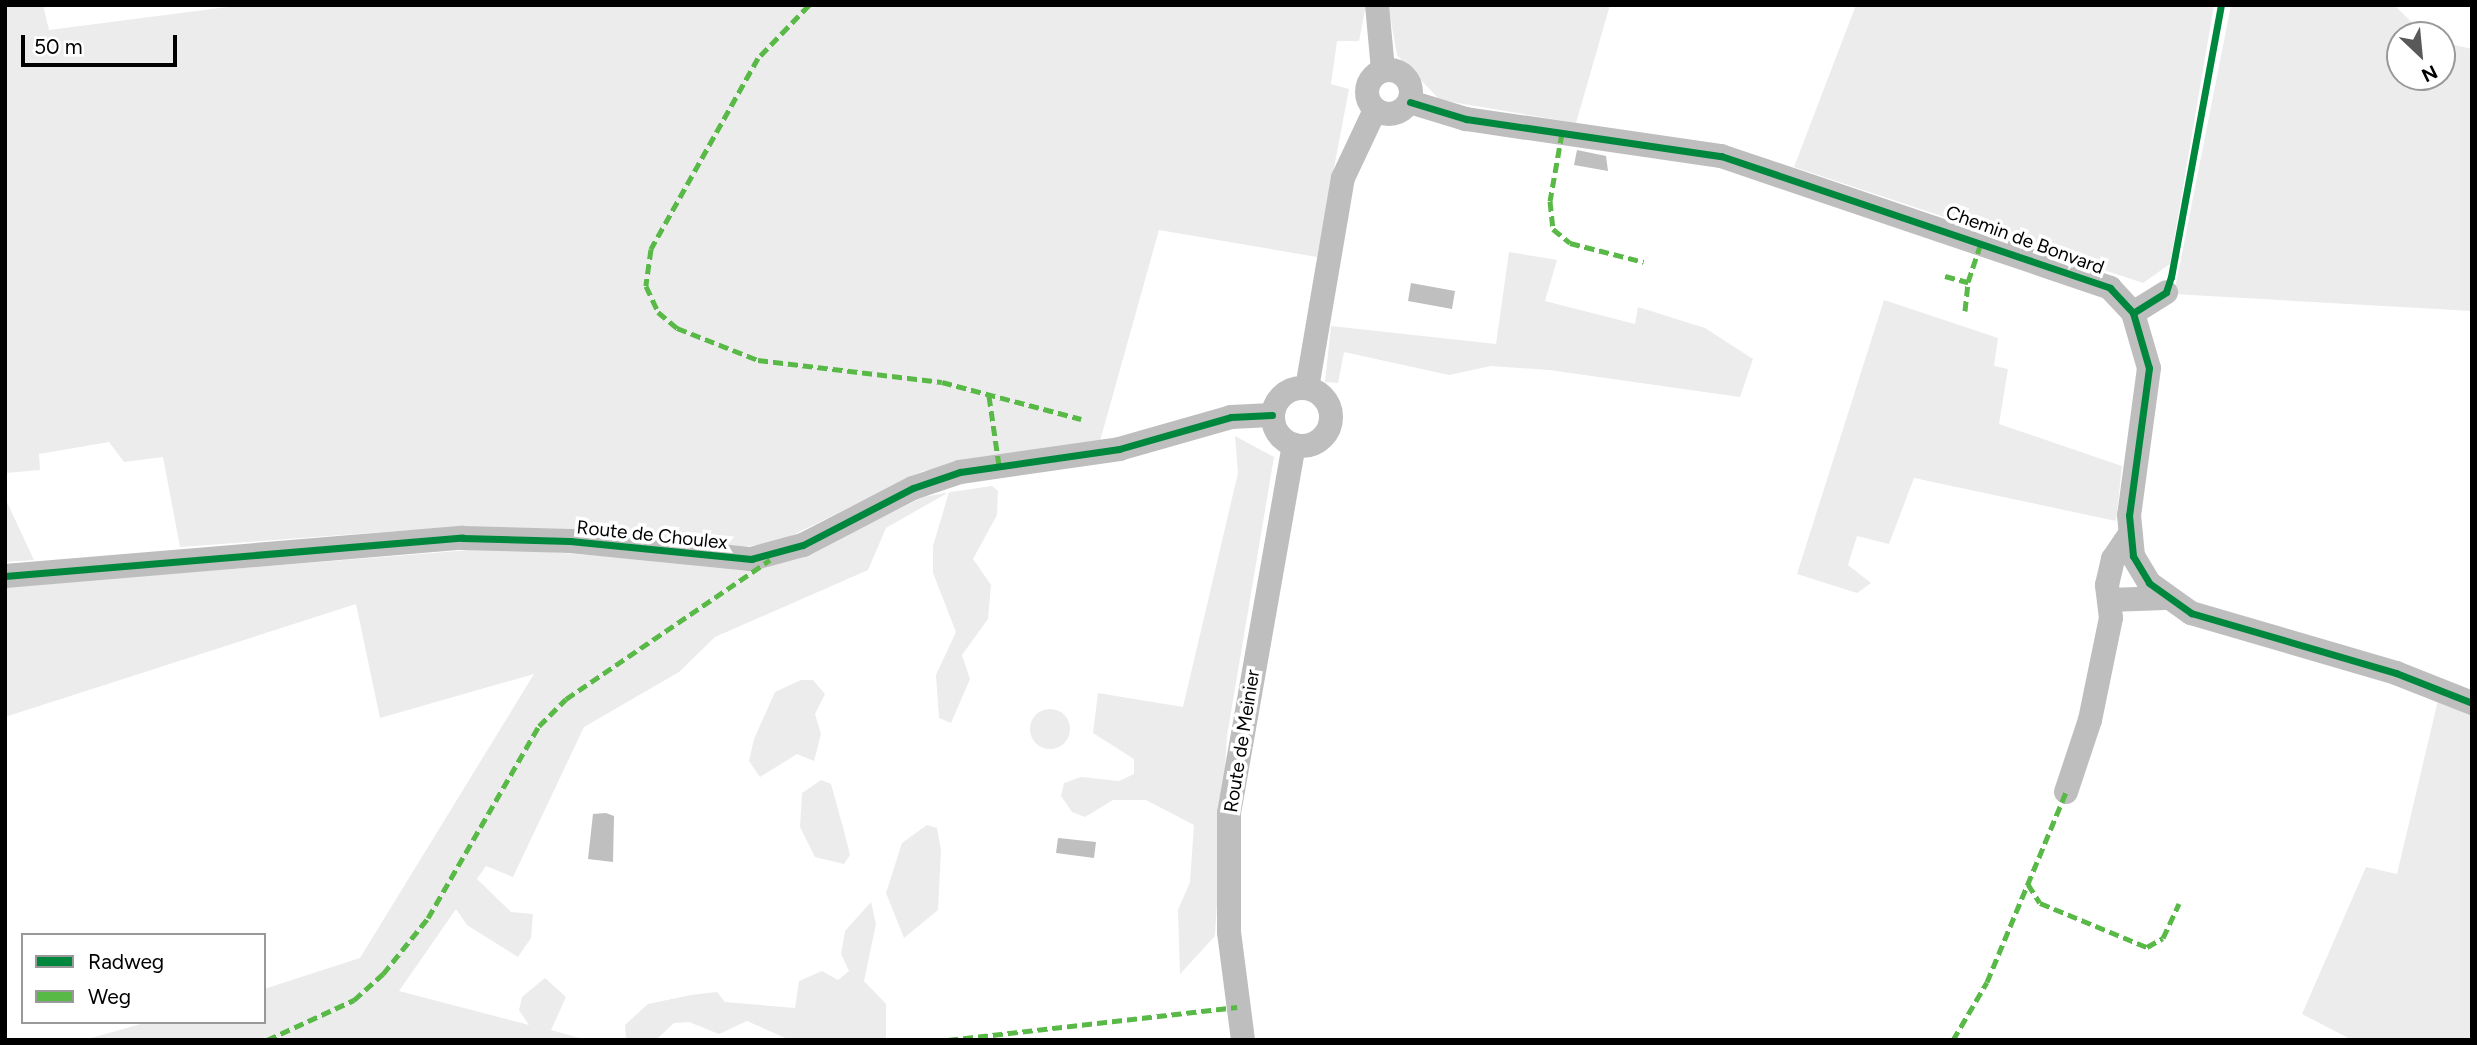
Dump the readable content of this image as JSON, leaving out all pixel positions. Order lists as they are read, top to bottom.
{
  "streets": {
    "street": ["Chemin de Bonvard", "Route de Choulex", "Route de Meinier"]
  },
  "crossings": [
    ["Route de Choulex", "Route de Meinier"]
  ],
  "legend": ["Radweg", "Weg"],
  "scale_bar": "50 m",
  "north": "bottom right"
}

* Task details
Return the data exactly. Do not carry over any images.

* Task answer
Dump the readable content of this image as JSON, leaving out all pixel positions. Order lists as they are read, top to bottom.
{
  "streets": {
    "street": ["Chemin de Bonvard", "Route de Choulex", "Route de Meinier"]
  },
  "crossings": [
    ["Route de Choulex", "Route de Meinier"]
  ],
  "legend": ["Radweg", "Weg"],
  "scale_bar": "50 m",
  "north": "bottom right"
}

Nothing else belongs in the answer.